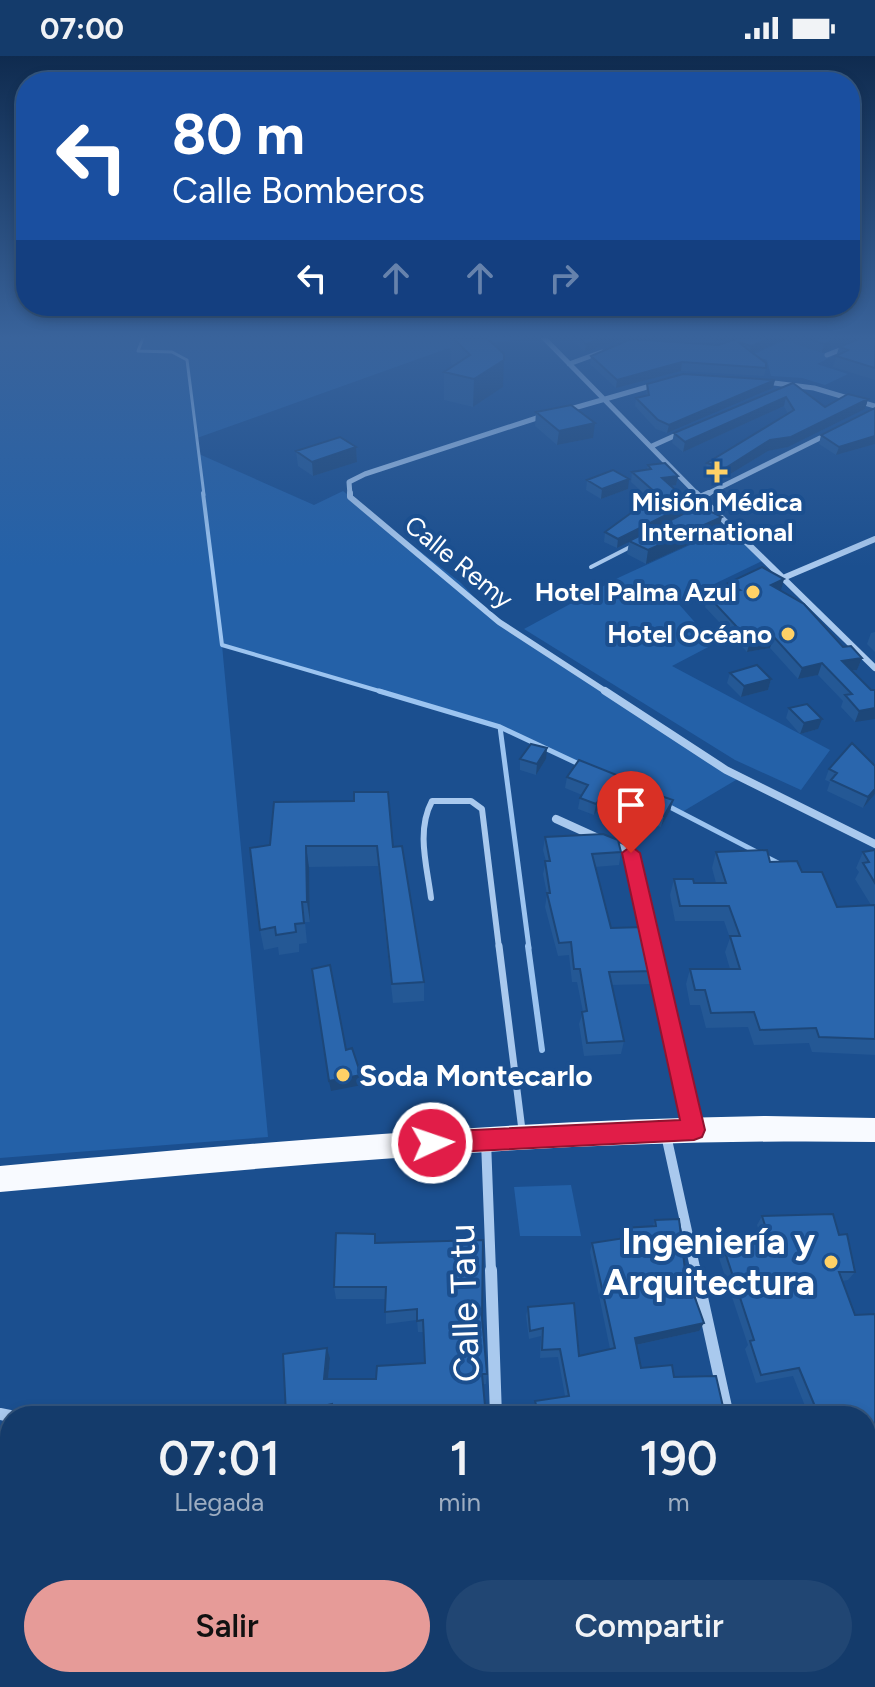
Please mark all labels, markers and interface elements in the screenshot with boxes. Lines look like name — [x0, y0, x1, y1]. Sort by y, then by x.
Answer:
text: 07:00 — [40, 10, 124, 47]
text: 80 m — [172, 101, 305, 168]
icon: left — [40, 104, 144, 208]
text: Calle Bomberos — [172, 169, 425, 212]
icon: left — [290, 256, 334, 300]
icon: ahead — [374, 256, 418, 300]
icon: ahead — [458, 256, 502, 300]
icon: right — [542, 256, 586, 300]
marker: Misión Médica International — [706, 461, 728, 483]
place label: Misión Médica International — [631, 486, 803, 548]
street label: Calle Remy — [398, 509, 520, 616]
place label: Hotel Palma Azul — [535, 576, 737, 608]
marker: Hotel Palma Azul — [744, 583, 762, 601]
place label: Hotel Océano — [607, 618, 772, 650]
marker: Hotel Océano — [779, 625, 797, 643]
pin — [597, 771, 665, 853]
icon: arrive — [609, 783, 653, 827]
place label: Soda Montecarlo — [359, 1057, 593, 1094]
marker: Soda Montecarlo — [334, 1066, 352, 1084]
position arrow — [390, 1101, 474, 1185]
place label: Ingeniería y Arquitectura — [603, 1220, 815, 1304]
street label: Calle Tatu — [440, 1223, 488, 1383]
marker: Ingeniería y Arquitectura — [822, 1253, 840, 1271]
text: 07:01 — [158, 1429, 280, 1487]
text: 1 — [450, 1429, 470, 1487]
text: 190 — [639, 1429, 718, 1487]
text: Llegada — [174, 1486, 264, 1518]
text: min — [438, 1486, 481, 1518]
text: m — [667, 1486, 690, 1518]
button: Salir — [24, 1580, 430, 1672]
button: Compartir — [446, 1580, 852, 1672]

**Action item:** All of the material must be repeated exactly in the answer, apart from the pictures.

**Task solution:**
Please mark all labels, markers and interface elements in the screenshot with boxes. Lines look like name — [x0, y0, x1, y1]. Sort by y, then by x.
Answer:
text: 07:00 — [40, 10, 124, 47]
text: 80 m — [172, 101, 305, 168]
icon: left — [40, 104, 144, 208]
text: Calle Bomberos — [172, 169, 425, 212]
icon: left — [290, 256, 334, 300]
icon: ahead — [374, 256, 418, 300]
icon: ahead — [458, 256, 502, 300]
icon: right — [542, 256, 586, 300]
marker: Misión Médica International — [706, 461, 728, 483]
place label: Misión Médica International — [631, 486, 803, 548]
street label: Calle Remy — [398, 509, 520, 616]
place label: Hotel Palma Azul — [535, 576, 737, 608]
marker: Hotel Palma Azul — [744, 583, 762, 601]
place label: Hotel Océano — [607, 618, 772, 650]
marker: Hotel Océano — [779, 625, 797, 643]
pin — [597, 771, 665, 853]
icon: arrive — [609, 783, 653, 827]
place label: Soda Montecarlo — [359, 1057, 593, 1094]
marker: Soda Montecarlo — [334, 1066, 352, 1084]
position arrow — [390, 1101, 474, 1185]
place label: Ingeniería y Arquitectura — [603, 1220, 815, 1304]
street label: Calle Tatu — [440, 1223, 488, 1383]
marker: Ingeniería y Arquitectura — [822, 1253, 840, 1271]
text: 07:01 — [158, 1429, 280, 1487]
text: 1 — [450, 1429, 470, 1487]
text: 190 — [639, 1429, 718, 1487]
text: Llegada — [174, 1486, 264, 1518]
text: min — [438, 1486, 481, 1518]
text: m — [667, 1486, 690, 1518]
button: Salir — [24, 1580, 430, 1672]
button: Compartir — [446, 1580, 852, 1672]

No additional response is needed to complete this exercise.